Food inflation in India is being driven by many of the same factors that have pushed the price of global commodities such as wheat and barley to record highs. It also highlights rising fears of a broader crisis in the developing world, with the UN’s Food and Agricultural Organisation warning this week that global prices had surpassed levels seen during the 2007-08 crisis.
India’s commerce and industry ministry said on Thursday that food prices rose at an annual rate of 18.32 per cent in the week to December 25.
The move capped more than a year of double-digit food price inflation for India, where millions still spend more than 50 per cent of their household income on food.
For Chhaya Singh, a 17-year-old student shopping for daily staples in Mumbai’s Colaba market, that has meant that even the cheapest and most basic meal of potato curry has become too expensive.
“We have to find alternative vegetables,” he said.

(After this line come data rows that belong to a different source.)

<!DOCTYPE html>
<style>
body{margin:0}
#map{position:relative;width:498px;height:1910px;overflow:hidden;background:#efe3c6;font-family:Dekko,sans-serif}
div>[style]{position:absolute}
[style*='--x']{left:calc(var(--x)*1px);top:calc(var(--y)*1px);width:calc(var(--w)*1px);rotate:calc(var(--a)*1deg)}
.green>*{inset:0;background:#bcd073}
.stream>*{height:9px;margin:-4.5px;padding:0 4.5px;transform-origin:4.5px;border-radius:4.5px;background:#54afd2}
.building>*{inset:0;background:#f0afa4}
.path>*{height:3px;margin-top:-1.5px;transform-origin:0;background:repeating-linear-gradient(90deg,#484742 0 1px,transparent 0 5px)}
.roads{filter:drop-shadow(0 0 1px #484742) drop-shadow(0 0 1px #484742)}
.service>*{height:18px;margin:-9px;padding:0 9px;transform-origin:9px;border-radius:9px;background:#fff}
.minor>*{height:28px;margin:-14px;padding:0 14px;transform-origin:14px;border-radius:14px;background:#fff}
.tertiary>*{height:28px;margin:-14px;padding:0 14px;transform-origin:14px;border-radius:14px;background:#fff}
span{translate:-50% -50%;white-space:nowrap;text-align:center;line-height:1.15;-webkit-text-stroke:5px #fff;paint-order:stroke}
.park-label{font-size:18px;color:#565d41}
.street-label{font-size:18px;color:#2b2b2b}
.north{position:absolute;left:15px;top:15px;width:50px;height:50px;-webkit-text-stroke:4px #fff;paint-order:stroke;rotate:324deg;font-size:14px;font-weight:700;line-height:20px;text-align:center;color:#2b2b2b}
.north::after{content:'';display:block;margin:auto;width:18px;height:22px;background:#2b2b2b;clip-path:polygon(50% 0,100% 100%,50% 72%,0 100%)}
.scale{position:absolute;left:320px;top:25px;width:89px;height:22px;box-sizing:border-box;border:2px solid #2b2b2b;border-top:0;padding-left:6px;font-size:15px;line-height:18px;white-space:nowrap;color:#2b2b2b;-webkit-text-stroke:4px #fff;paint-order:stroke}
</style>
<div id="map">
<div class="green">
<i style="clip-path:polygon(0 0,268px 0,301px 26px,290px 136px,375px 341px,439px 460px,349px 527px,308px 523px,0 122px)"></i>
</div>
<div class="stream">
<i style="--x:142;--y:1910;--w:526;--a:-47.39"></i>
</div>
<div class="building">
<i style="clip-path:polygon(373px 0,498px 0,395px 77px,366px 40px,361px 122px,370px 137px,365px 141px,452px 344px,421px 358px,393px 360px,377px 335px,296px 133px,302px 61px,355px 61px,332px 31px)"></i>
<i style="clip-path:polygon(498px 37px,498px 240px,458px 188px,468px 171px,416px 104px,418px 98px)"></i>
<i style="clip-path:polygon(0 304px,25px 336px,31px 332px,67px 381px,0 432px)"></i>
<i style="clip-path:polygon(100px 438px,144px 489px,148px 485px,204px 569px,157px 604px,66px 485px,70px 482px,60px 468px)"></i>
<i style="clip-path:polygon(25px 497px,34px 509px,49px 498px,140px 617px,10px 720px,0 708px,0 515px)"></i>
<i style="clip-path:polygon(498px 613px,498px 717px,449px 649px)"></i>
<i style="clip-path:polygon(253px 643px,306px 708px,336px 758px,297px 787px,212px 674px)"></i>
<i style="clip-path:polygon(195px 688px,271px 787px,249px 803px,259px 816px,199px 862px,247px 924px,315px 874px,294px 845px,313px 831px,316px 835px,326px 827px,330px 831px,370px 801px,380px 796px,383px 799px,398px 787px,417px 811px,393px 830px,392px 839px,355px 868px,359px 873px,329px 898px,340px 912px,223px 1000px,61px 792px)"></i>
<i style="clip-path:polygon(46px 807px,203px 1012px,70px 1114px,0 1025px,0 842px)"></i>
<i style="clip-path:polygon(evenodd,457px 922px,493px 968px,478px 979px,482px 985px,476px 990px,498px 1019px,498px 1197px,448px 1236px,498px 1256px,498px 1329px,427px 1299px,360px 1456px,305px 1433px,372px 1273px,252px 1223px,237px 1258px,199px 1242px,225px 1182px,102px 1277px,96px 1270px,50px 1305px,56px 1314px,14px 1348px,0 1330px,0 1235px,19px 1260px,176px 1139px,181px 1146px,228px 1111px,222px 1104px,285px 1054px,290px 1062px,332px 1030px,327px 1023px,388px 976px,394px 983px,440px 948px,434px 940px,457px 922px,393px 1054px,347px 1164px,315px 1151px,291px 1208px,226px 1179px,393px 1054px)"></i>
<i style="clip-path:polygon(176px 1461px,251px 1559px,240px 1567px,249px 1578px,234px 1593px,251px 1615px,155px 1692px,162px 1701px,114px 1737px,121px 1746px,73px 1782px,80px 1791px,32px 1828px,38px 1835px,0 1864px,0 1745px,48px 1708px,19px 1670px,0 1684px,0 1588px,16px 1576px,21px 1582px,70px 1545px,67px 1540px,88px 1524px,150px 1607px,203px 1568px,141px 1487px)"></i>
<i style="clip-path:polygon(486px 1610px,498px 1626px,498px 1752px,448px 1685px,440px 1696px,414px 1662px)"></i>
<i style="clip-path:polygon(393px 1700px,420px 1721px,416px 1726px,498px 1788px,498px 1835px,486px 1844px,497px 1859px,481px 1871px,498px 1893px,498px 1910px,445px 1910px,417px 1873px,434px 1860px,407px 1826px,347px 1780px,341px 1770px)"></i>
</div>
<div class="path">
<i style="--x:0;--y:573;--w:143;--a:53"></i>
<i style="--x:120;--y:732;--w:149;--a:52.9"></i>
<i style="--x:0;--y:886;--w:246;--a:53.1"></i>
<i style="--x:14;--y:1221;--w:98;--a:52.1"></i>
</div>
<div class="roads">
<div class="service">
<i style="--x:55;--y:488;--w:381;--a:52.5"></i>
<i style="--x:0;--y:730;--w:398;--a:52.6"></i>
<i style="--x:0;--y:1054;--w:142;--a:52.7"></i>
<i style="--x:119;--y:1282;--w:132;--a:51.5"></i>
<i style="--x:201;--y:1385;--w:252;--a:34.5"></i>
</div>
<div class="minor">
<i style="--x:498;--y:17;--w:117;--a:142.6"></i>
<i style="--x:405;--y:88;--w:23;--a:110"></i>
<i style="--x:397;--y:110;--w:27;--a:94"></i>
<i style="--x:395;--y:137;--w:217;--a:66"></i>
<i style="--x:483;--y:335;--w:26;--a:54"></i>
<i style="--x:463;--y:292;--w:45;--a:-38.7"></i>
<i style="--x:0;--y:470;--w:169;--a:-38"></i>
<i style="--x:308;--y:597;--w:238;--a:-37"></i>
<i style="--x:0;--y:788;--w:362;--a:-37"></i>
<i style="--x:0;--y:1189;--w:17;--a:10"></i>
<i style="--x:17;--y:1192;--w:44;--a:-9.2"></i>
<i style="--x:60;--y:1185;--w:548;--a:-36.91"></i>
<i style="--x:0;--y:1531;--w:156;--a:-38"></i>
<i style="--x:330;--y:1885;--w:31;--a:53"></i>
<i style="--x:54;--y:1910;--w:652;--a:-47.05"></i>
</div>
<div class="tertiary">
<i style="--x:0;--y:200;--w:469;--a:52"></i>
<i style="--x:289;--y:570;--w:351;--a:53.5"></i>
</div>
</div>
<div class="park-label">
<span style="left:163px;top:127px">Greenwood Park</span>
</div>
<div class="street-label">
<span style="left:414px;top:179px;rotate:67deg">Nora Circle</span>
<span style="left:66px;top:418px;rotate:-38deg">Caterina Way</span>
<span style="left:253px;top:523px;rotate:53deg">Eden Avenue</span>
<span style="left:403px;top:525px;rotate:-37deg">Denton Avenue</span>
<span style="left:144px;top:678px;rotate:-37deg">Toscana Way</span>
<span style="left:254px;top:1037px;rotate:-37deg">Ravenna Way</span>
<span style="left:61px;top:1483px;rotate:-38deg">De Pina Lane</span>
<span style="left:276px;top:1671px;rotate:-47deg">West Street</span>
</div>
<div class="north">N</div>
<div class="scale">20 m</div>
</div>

For Nahi Chaudhary, a 38-year-old Mumbai housewife, the higher prices have meant buying fewer aubergines, okra and other now-expensive vegetables. “The increase in price is terrible,” she said. “In fact we don’t eat out at all any more as restaurants have even increased their charges.”
Although still below the more than 20 per cent inflation levels seen in 2009, economists fear that a long-term structural shift in food consumption means that prices are likely to be an ongoing concern for politicians and the Reserve Bank of India, the central bank.